__Assignment__: Wherever a line below holds the word "place", copy that line.

__The data__:
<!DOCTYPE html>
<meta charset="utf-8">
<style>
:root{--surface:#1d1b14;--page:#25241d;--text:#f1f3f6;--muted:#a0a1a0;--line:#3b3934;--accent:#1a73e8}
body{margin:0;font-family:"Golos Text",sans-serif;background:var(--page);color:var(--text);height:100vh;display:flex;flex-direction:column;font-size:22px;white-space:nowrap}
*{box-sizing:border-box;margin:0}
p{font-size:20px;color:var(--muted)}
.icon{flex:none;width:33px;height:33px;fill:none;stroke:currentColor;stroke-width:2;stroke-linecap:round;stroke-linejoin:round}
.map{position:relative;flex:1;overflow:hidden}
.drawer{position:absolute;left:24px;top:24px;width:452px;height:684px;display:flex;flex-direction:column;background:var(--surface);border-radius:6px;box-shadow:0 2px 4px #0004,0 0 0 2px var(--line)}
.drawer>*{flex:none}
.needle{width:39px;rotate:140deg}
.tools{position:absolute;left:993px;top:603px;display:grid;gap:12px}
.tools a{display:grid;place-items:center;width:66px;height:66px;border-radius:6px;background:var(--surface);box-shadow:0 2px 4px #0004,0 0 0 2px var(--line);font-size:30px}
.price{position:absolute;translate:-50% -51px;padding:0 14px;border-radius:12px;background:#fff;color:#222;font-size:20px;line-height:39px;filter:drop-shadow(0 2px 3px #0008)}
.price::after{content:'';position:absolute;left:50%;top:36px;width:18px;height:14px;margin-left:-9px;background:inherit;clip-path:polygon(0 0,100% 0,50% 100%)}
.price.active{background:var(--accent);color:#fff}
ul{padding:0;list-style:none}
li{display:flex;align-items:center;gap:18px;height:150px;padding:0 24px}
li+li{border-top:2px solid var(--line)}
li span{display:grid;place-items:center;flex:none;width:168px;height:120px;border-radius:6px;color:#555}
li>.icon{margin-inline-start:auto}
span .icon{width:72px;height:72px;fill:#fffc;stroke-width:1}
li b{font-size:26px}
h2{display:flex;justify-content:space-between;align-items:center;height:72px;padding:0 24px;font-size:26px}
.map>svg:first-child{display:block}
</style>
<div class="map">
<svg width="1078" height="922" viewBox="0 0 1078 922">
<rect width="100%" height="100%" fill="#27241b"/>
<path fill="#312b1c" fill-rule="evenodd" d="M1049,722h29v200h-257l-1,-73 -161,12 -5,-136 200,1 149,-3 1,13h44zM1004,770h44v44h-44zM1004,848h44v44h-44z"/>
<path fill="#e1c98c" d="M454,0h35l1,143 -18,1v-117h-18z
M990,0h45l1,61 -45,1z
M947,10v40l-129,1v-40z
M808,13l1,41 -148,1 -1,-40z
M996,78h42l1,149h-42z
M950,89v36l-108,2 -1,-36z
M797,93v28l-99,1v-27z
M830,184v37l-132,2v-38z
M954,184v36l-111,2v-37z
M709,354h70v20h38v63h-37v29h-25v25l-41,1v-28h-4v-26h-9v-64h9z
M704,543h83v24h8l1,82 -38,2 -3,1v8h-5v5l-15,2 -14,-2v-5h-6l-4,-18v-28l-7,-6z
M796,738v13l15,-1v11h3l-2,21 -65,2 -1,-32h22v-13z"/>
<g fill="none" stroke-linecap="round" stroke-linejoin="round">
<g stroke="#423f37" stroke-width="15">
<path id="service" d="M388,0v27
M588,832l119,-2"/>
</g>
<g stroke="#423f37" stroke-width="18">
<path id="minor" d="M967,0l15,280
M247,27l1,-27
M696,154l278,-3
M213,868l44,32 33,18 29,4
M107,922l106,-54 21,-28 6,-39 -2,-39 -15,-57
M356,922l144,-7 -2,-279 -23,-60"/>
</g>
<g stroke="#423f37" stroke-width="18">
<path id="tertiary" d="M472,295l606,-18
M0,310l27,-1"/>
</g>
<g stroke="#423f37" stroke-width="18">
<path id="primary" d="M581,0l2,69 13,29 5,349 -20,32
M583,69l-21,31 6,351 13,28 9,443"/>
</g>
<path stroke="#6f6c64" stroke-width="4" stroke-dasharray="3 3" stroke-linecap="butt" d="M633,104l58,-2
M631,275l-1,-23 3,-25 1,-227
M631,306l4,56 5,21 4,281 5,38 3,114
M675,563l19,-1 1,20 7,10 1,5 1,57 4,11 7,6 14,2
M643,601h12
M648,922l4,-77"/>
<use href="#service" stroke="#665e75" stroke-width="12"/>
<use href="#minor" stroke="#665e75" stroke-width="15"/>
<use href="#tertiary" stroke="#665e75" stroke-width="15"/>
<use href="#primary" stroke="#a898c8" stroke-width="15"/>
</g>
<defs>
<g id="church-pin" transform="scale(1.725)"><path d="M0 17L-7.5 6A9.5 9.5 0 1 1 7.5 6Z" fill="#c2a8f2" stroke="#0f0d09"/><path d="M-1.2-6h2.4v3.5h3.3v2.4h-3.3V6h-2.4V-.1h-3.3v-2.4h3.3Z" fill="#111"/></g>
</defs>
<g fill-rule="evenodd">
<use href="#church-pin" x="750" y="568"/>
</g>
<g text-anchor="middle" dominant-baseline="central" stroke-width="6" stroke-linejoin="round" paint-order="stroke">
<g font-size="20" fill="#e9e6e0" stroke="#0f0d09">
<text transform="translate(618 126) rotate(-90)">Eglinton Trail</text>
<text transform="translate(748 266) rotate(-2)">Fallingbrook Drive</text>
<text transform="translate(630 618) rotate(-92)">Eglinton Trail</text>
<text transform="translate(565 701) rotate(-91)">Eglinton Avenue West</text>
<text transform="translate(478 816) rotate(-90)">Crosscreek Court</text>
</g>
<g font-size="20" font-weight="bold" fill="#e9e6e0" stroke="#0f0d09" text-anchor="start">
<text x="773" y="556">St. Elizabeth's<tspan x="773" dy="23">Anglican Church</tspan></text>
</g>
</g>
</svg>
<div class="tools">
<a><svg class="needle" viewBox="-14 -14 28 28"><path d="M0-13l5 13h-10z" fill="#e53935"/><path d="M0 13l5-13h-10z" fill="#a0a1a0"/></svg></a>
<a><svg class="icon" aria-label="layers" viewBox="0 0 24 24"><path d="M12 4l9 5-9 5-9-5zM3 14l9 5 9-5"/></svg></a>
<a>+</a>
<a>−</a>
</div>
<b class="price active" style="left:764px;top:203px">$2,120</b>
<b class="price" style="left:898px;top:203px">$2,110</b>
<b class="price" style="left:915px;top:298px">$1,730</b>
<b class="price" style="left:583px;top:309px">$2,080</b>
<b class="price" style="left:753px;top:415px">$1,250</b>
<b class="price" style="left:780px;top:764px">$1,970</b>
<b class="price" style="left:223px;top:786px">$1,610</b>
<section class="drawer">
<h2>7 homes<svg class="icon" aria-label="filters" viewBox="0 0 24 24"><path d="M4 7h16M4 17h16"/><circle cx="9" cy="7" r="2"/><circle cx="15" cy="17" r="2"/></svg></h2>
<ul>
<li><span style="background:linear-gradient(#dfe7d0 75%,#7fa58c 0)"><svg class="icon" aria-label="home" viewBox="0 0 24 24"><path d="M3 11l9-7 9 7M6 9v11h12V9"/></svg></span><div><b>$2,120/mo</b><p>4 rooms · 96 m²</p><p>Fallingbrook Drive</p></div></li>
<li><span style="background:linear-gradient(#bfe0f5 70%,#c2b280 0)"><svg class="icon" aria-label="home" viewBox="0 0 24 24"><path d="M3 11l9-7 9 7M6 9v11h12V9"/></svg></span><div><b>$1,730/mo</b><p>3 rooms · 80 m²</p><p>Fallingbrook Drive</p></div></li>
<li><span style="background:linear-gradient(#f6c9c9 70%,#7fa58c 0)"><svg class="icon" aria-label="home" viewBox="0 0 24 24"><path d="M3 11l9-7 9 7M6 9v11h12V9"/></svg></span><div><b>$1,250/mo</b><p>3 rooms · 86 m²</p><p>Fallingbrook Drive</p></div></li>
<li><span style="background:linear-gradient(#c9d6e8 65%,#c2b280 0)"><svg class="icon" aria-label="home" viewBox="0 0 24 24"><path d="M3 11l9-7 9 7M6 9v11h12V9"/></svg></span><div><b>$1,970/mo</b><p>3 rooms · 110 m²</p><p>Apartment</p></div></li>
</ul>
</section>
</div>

__Solution to this task__:
.tools a{display:grid;place-items:center;width:66px;height:66px;border-radius:6px;background:var(--surface);box-shadow:0 2px 4px #0004,0 0 0 2px var(--line);font-size:30px}
li span{display:grid;place-items:center;flex:none;width:168px;height:120px;border-radius:6px;color:#555}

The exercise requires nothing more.